Many have suggested that the prions she has been observing are artefacts of laboratory culture techniques that force proteins to behave in unnatural ways. But in her most recent paper1, Lindquist has shown that about one-third of the 700 or so wild yeast strains she examined harboured prions. In almost half of those strains, the prion seems to confer a beneficial trait. For example, a strain isolated from white wine is resistant to acidic environments and to the anti-fungal drug fluconazole; and a strain harvested from Lambrusco grapes is resistant to a DNA-damaging agent. When the prions in these strains are eradicated or 'cured', these useful traits disappear.

Lindquist has also continued her studies of Hsp90. When, in the 1990s, she disabled, or knocked out, both copies of the gene that makes Hsp90 in fruitflies, the creatures died; but when she knocked out just one copy, something mysterious happened.
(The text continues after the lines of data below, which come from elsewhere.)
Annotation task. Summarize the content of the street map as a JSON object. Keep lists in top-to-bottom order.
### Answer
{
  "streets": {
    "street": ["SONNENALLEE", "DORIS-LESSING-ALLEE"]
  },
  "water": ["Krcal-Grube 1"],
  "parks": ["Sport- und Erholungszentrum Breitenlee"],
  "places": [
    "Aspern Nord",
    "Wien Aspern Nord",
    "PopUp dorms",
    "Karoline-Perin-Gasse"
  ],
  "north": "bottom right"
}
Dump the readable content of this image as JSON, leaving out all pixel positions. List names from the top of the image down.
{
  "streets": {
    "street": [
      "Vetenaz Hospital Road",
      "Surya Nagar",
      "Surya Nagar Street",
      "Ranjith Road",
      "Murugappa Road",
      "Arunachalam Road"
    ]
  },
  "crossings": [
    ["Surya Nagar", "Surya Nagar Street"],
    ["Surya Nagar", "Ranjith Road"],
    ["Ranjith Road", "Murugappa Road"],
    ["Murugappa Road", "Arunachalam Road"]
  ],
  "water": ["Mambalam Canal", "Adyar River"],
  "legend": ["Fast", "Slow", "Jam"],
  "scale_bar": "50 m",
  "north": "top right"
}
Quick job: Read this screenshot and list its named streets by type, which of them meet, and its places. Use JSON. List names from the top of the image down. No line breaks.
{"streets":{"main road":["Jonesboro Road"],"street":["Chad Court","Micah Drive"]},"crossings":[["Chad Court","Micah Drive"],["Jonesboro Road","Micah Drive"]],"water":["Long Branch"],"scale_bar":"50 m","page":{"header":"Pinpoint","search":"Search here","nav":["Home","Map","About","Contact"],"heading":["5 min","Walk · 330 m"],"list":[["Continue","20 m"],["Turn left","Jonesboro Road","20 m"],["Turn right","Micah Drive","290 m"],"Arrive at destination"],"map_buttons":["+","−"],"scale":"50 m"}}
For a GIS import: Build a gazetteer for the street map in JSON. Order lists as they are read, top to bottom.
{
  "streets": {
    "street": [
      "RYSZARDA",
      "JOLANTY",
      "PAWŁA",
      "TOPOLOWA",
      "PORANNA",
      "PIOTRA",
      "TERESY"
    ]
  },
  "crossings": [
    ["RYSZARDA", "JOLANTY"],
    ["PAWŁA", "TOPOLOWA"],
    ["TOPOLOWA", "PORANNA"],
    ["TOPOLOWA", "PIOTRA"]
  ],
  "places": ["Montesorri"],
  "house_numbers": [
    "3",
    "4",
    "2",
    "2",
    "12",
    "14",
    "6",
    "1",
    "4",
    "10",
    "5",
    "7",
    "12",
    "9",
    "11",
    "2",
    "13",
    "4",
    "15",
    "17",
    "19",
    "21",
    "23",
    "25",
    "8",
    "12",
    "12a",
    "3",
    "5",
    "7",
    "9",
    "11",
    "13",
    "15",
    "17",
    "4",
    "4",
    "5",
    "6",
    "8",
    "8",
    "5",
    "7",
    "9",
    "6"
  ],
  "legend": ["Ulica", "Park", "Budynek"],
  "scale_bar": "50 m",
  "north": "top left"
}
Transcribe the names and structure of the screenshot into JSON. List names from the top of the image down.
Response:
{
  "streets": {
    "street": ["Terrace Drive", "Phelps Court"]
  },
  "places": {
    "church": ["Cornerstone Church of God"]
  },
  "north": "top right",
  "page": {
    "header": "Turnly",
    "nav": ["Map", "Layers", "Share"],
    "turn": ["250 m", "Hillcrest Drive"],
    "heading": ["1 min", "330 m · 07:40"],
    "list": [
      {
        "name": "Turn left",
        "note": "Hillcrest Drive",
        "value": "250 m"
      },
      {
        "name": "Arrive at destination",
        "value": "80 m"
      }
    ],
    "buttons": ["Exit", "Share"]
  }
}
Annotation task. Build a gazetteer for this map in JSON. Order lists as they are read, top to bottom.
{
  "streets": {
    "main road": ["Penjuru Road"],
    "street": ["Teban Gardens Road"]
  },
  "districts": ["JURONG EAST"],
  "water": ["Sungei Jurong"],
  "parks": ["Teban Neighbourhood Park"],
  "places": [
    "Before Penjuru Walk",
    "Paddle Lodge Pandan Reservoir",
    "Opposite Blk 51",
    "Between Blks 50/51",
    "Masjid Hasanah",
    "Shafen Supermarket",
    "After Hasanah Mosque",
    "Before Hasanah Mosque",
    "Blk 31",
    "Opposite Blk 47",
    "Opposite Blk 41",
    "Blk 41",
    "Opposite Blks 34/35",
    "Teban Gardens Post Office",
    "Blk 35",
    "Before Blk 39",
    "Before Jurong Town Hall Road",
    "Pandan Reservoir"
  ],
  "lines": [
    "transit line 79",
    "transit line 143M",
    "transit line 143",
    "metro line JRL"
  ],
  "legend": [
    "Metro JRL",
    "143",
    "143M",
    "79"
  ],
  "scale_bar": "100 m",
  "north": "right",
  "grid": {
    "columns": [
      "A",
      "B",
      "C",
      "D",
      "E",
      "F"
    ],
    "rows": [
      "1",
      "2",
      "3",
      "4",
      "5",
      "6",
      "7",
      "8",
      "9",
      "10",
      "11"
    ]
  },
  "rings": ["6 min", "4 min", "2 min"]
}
Flies were born with a hodgepodge of physical deformities, such as shrunken or square eyes, shrivelled wings and crooked legs7.

Lindquist calls Hsp90 a "capacitor" for evolutionary change. Just as an electrical capacitor stores electrical energy, Hsp90 lets hidden variation build up in the genome. When an environmental stressor trips the switch, dramatic variations can be unleashed. She found the same kinds of effects in the plant Arabidopsis thaliana — upturned and extra roots, exotic leaf whorls and darker hues appeared when the heat-shock protein system was put under stress8. Lindquist suggests that studying this phenomenon would be a powerful approach for discovering hidden variation in plants — unlocking the basis of traits such as drought resistance or salt tolerance.

Darwin didn't know what the mechanism was for passing traits from parents to offspring. DNA seemed to offer the answer, but life may have adopted other mechanisms as well. DNA changes can carry traits on for hundreds of millions of years, but other mechanisms could create less stable but more flexible changes.

It's not clear from this whether our prions can offer us any benefit, or wheher we inherited them from organisms that benefitted from them. Either way, it's an exciting line of research.